Transitional kindergarten has been available to 4-year-olds with birthdays between September and December since 2012. It was created when kindergarten was limited to those who turned 5 by September. Previously, 4-year-olds could enroll in kindergarten in the fall if they turned 5 by December.

Last year’s decision to expand the program to all 4-year-olds means 500,000 children will be eligible by the end of the rollout. Starting this August, children who turn 5 between Sept. 2 and Feb. 2 will be able to enroll. Each school year the enrollment window will widen to include more students until 2025-26, when all 4-year-olds will be eligible.

Some districts don’t offer programs

Basic aid districts tend to be smaller districts, mostly coastal or rural with clusters in coastal San Diego County and the Bay Area. In all, there are about 150 basic aid districts among California’s approximately 1,000 districts, according to data from the California Department of Education.

At least a dozen basic aid districts have not offered transitional kindergarten in recent years and some of them say they still won’t add the new grade despite the mandate.

“We do not plan to offer it because we are not receiving any funding from the state,” said Chris Delehanty, assistant superintendent of business services for Del Mar Elementary School District. “To add it would mean reducing or eliminating something we are already offering, increasing class size or reducing STEAM (science, technology, engineering, arts and math) offerings for our students or professional learning for our teachers.”

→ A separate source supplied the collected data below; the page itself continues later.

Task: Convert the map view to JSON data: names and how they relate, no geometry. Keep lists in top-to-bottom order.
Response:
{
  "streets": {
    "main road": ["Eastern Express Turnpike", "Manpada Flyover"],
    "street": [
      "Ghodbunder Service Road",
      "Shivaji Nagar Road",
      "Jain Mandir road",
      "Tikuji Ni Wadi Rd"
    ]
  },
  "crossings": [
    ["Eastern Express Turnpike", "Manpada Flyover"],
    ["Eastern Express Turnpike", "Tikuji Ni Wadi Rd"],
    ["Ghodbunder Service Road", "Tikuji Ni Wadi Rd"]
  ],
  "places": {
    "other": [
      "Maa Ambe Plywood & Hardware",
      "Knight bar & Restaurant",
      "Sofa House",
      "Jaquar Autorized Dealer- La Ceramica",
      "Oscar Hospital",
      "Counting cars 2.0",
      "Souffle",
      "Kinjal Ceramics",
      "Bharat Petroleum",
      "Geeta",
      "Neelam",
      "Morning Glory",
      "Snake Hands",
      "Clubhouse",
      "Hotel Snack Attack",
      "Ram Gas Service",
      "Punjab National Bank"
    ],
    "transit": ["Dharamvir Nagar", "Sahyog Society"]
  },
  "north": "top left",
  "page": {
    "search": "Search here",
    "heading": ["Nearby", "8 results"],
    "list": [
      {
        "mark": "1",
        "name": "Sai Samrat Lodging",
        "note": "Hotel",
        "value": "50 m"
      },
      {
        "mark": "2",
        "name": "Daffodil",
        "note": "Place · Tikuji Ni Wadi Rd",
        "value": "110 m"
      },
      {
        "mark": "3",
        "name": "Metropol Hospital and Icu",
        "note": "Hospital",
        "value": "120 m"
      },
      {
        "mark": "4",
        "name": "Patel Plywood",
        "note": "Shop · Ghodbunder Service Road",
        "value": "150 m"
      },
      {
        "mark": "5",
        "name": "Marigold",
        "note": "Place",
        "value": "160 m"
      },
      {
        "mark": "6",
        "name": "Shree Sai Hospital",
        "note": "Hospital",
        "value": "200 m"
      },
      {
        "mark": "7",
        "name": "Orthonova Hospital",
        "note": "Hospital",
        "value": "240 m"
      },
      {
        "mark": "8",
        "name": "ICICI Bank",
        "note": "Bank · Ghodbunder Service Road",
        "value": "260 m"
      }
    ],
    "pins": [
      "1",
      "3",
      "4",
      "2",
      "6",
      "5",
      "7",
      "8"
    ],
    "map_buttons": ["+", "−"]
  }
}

The district has eight elementary schools and serves nearly 4,000 students. Delehanty said if the district enrolled as many 4-year-olds as it does kindergartners each year, about 500, the district would have to add around 25 classrooms and hire twice that number of teachers and aides to meet state-required teacher-student ratios, which are generally smaller than those for older students. The estimated price: $4 million to roll out the program to all 4-year-olds.

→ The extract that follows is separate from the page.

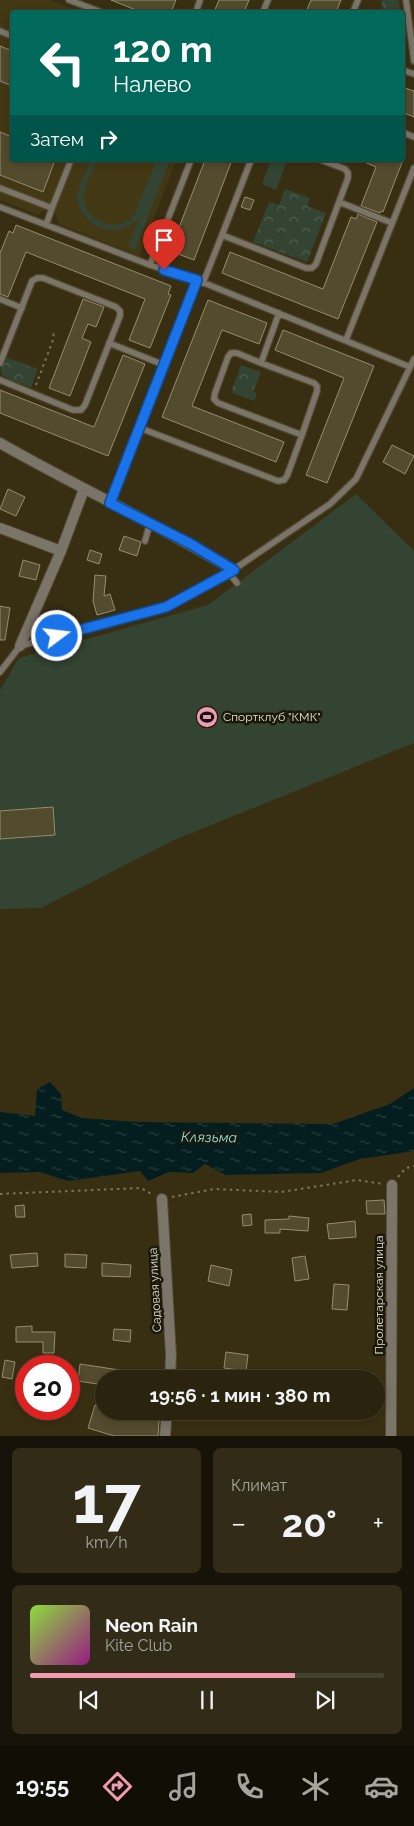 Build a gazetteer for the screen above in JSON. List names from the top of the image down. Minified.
{"streets":{"street":["Садовая улица","Пролетарская улица"]},"water":["Клязьма"],"places":{"sports":["Спортклуб \"КМК\""]},"page":{"turn":["120 m","Налево"],"then":"Затем","limit":"20","trip":"19:56 · 1 мин · 380 m","tile":[["17","km/h"],"Климат"],"heat":["−","20°","+"],"song":["Neon Rain","Kite Club"],"tabs":"19:55"}} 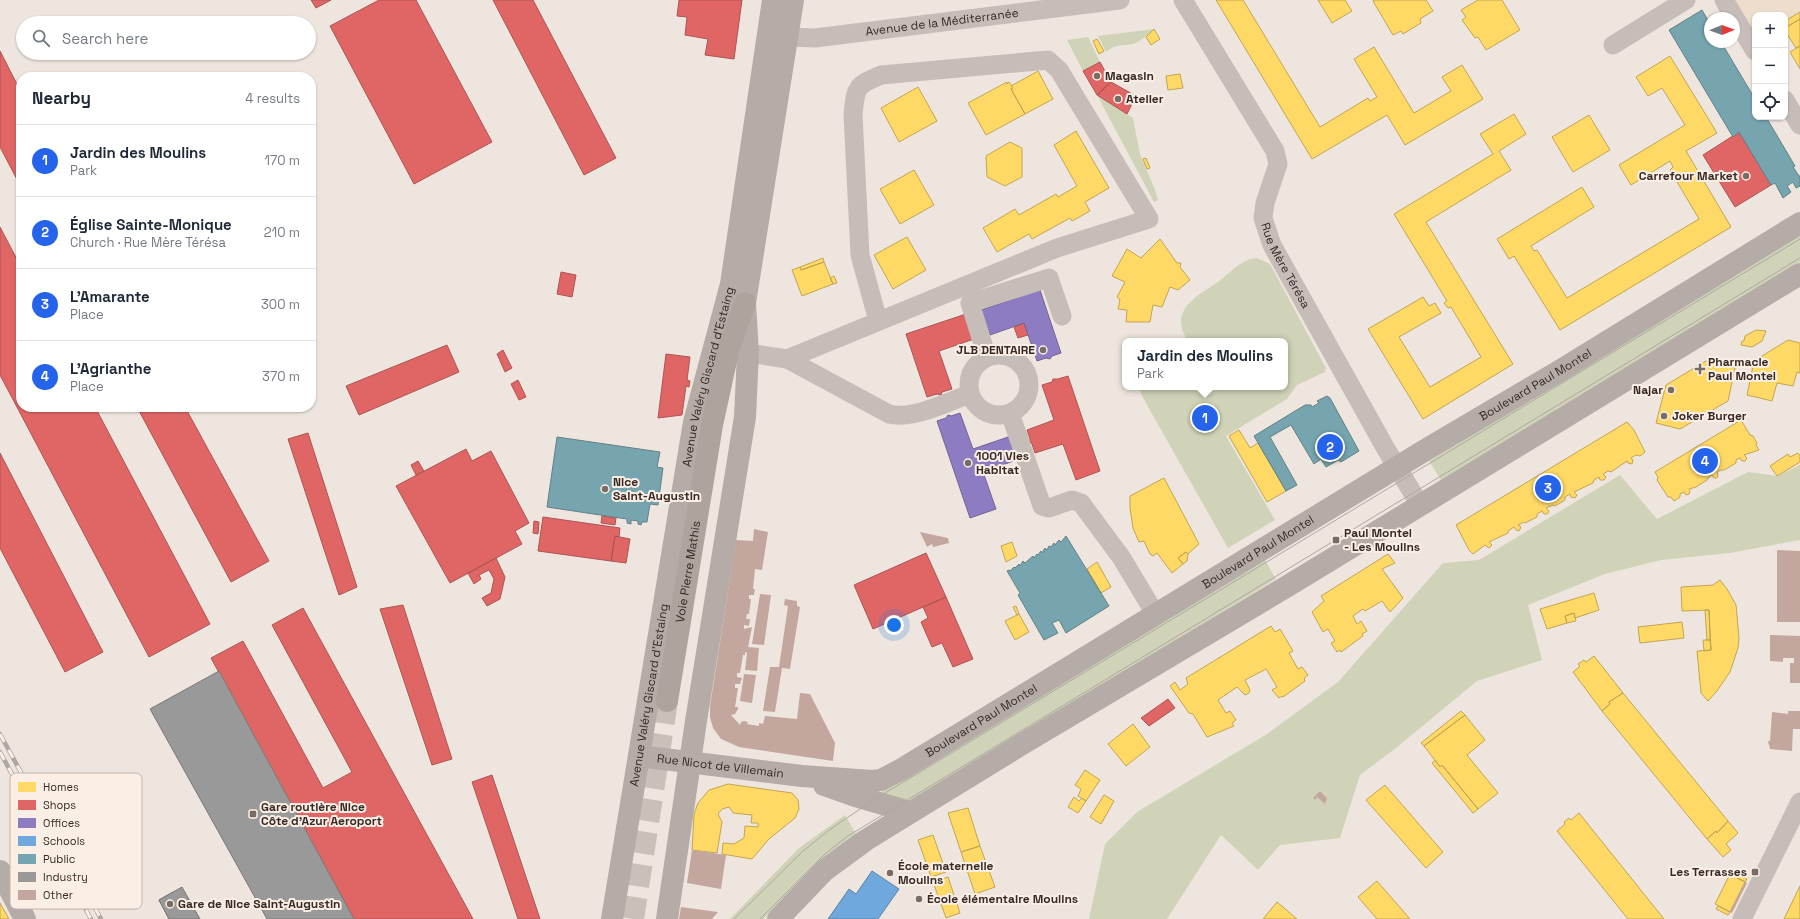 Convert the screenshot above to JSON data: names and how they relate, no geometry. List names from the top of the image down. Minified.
{"streets":{"highway":["Voie Pierre Mathis"],"main road":["Avenue Valéry Giscard d'Estaing","Boulevard Paul Montel","Rue Nicot de Villemain"],"street":["Avenue de la Méditerranée","Rue Mère Térésa"]},"crossings":[["Avenue de la Méditerranée","Avenue Valéry Giscard d'Estaing"],["Rue Mère Térésa","Boulevard Paul Montel"],["Avenue Valéry Giscard d'Estaing","Voie Pierre Mathis"],["Avenue Valéry Giscard d'Estaing","Rue Nicot de Villemain"],["Boulevard Paul Montel","Rue Nicot de Villemain"]],"places":{"other":["Magasin","Atelier","Carrefour Market","JLB DENTAIRE","Najar","Joker Burger","1001 Vies Habitat","Nice Saint-Augustin","École maternelle Moulins","École élémentaire Moulins","Gare de Nice Saint-Augustin"],"health":["Pharmacie Paul Montel"],"transit":["Paul Montel - Les Moulins","Gare routière Nice Côte d'Azur Aeroport","Les Terrasses"]},"legend":["Homes","Shops","Offices","Schools","Public","Industry","Other"],"north":"right","page":{"map_buttons":["+","−"],"search":"Search here","heading":["Nearby","4 results"],"list":[{"mark":"1","name":"Jardin des Moulins","note":"Park","value":"170 m"},{"mark":"2","name":"Église Sainte-Monique","note":"Church · Rue Mère Térésa","value":"210 m"},{"mark":"3","name":"L'Amarante","note":"Place","value":"300 m"},{"mark":"4","name":"L'Agrianthe","note":"Place","value":"370 m"}],"popup":["Jardin des Moulins","Park"],"pins":["1","2","4","3"]}}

“ We do not plan to offer it because we are not receiving any funding from the state.”
— Chris Delehanty, Del Mar Elementary School District assistant superintendent of business services

Transitional kindergarten, like kindergarten, is optional and experts say not all children who are eligible will enroll. Families may choose to stay in their subsidized or private preschool or child care or keep their kids at home.

There are four other small coastal districts in San Diego County that are basic aid districts and also do not offer the program, including Solana Beach, Encinitas Union, Rancho Santa Fe and Cardiff school districts.

“We have all been advocating and lobbying for this mandate to be funded for all children,” said Andrée Grey, superintendent of Encinitas Union School District. “We recognize the value and appreciate the intent behind universal transitional kindergarten. However, it is critical that community-funded districts be able to access the funding that has been set aside, and there is not currently a mechanism for us to do that.”

But Stipek, the Stanford professor, said schools often have to reassess spending based on enrollment, policies, shifting focus and existing and new programs.

“Anytime you have to do something new, you have to do a redistribution of resources,” Stipek said. With transitional kindergarten, known as TK, she said, “your kids are going to learn more, do better, develop the kind of social skills that they need. So the benefits of having kids in TK will compensate for any reductions you have to make in other kinds of services.”

It’s unclear what happens if districts ignore the mandate. The California Department of Education refused to say whether it can enforce the mandate or how many schools are not providing transitional kindergarten.

Instead, it issued the following statement: “Basic aid districts should be offering TK if they offer kindergarten. In terms of enforcement, the CDE is continuing to work with basic aid districts that are not offering TK on issues” including what districts have to do to receive or keep their funding.

Several basic aid districts in San Mateo and Marin counties said the mandate was the driving force behind their decision to create new transitional kindergarten. Those districts include Mill Valley, Reed Union, Hillsborough City Elementary, Menlo Park City Elementary and Miller Creek school districts. They all plan to offer transitional kindergarten programs in the fall.

Even so, the financing is challenging. They need the state to provide money for the rollout in the coming years, several superintendents said.

Becky Rosales, superintendent of Miller Creek School District, noted in an email that her district, in San Rafael, receives just enough in property taxes to be classified as basic aid. “I am hopeful that there will be some consideration at the state level of a remedy to support districts like ours.”

"If funding were provided, it would have a huge impact."
— Kimberly McGrath, superintendent of the Reed Union School District in Tiburon

At Reed Union in Tiburon, the district, which has just three schools, will add two transitional kindergarten classrooms to serve up to 40 children, McGrath said.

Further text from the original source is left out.